In tropical climates where frost can’t be eliminated, mosquitoes are always present; The virus only needs a bite from an infected host to spread. The Zika virus and dengue fever seem to have evolved stealthily to increase morbidity.

Why do some people like mosquitoes more than others?

A team of researchers from UConn Health, Tsinghua University in Beijing, Institute of Infectious Diseases in Shenzhen, Ruili University Hospital and Chinese Medicine, Laboratory of Tropical and Subtropical Animal Viruses Tropical Yunnan, and the Chinese Center for Disease Control and Prevention, suspect that dengue and Zika may be manipulating the host in some way to attract mosquitoes. Both malaria and inflammation in general can change people’s scent. They think viral infections from dengue and Zika could do the same thing.

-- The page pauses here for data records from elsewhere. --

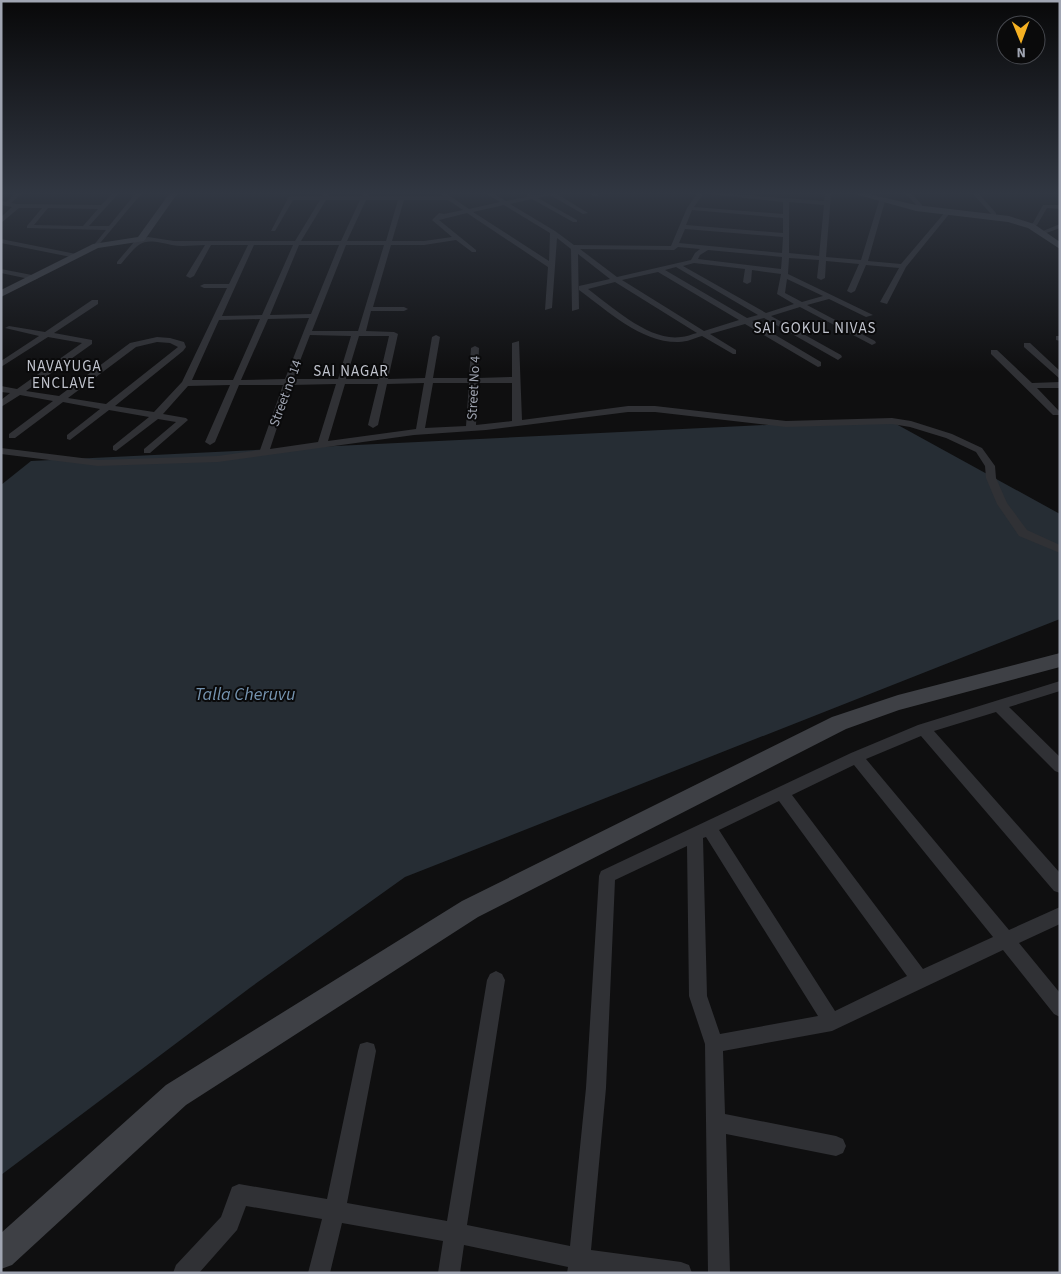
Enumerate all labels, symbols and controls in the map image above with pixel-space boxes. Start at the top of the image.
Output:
north arrow [996,15,1046,65]
text: N [1016,42,1026,62]
district label: SAI GOKUL NIVAS [753,318,877,339]
street label: Street No 4 [462,355,486,421]
district label: NAVAYUGA ENCLAVE [26,356,102,394]
street label: Street no 14 [265,357,307,430]
district label: SAI NAGAR [313,361,389,382]
water label: Talla Cheruvu [195,682,295,707]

The team first tested whether mosquitoes showed a preference for infected mice. And indeed, when mosquitoes were given the choice of healthy mice or dengue-infected mice, the mosquitoes were more attracted to the dengue-infected mice.

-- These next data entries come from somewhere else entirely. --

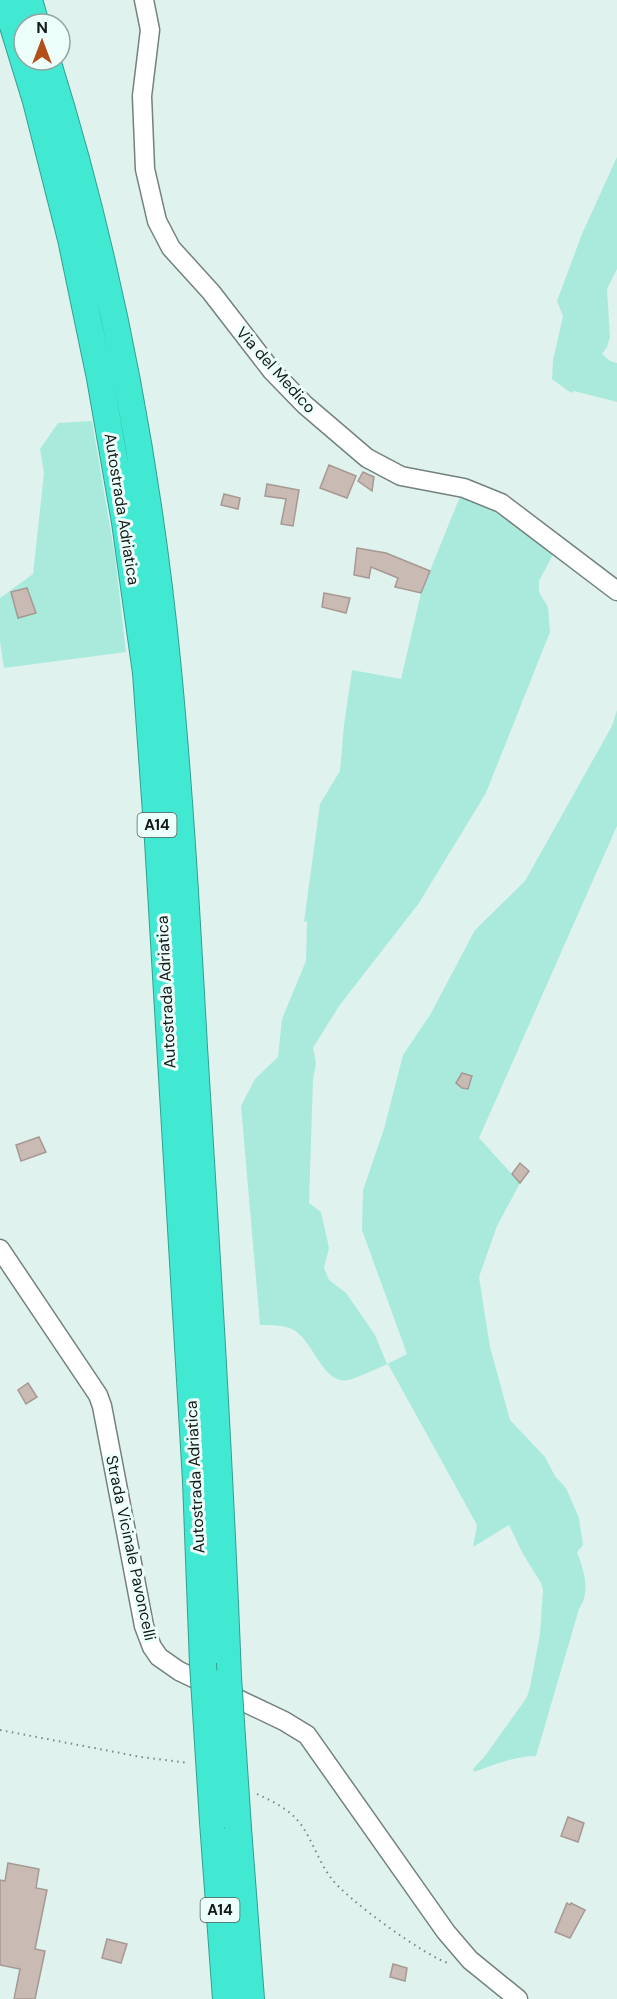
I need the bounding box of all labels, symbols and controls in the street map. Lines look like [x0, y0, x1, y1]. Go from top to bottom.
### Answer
north arrow [12, 12, 72, 72]
text: N [36, 17, 48, 38]
street label: Via del Medico [232, 322, 320, 418]
street label: Autostrada Adriatica [100, 432, 144, 586]
road number: A14 [138, 813, 176, 837]
street label: Autostrada Adriatica [152, 915, 180, 1069]
street label: Autostrada Adriatica [181, 1400, 209, 1554]
street label: Strada Vicinale Pavoncelli [101, 1454, 161, 1642]
road number: A14 [200, 1898, 240, 1922]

They then analyzed the odor molecules on the skin of infected and healthy mice. They identified some of the more common molecules in infected animals and tested them individually. They applied them to clean mice and volunteers’ hands, and found that an odor molecule, acetophenone, that is particularly attractive to mosquitoes. Skin odorants collected from human dengue patients showed the same thing: more attractive to mosquitoes and produced more acetophenone.

Acetophenone is made by certain Bacillus bacteria that grow on human (and mouse) skin. The skin normally produces an antibacterial peptide to keep the Bacillus population in check. But it turned out that when mice were infected with dengue and Zika, they didn’t make as many antibacterial peptides, and the Bacillus bacteria grew faster.

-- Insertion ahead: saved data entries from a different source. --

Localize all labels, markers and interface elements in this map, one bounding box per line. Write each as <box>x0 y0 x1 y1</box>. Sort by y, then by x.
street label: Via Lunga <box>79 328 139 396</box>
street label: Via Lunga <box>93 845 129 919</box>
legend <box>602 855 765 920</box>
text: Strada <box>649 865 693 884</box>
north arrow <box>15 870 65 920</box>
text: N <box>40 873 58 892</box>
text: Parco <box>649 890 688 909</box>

“The virus can manipulate the microbiome of the host’s skin to attract more mosquitoes and spread faster!” Penghua Wang, an immunologist at UConn Health and one of the study authors. This finding could explain how the mosquito virus survives for such a long time.

Wang and co-authors also tested a potential preventive approach. They gave mice with dengue fever a vitamin A derivative, isotretinoin, which is known to increase the skin’s production of antibacterial peptides. Mice treated with isotretinoin secreted less acetophenone, reducing their attractiveness to mosquitoes and potentially reducing the risk of infecting others with the virus.

The next step, Wang said, is to analyze more patients with dengue and Zika to see if the link between skin odor and the general microbiome holds true under real-world conditions, and to see if isotretinoin reduce acetophenone production in the patient as well as in the patient. mouse.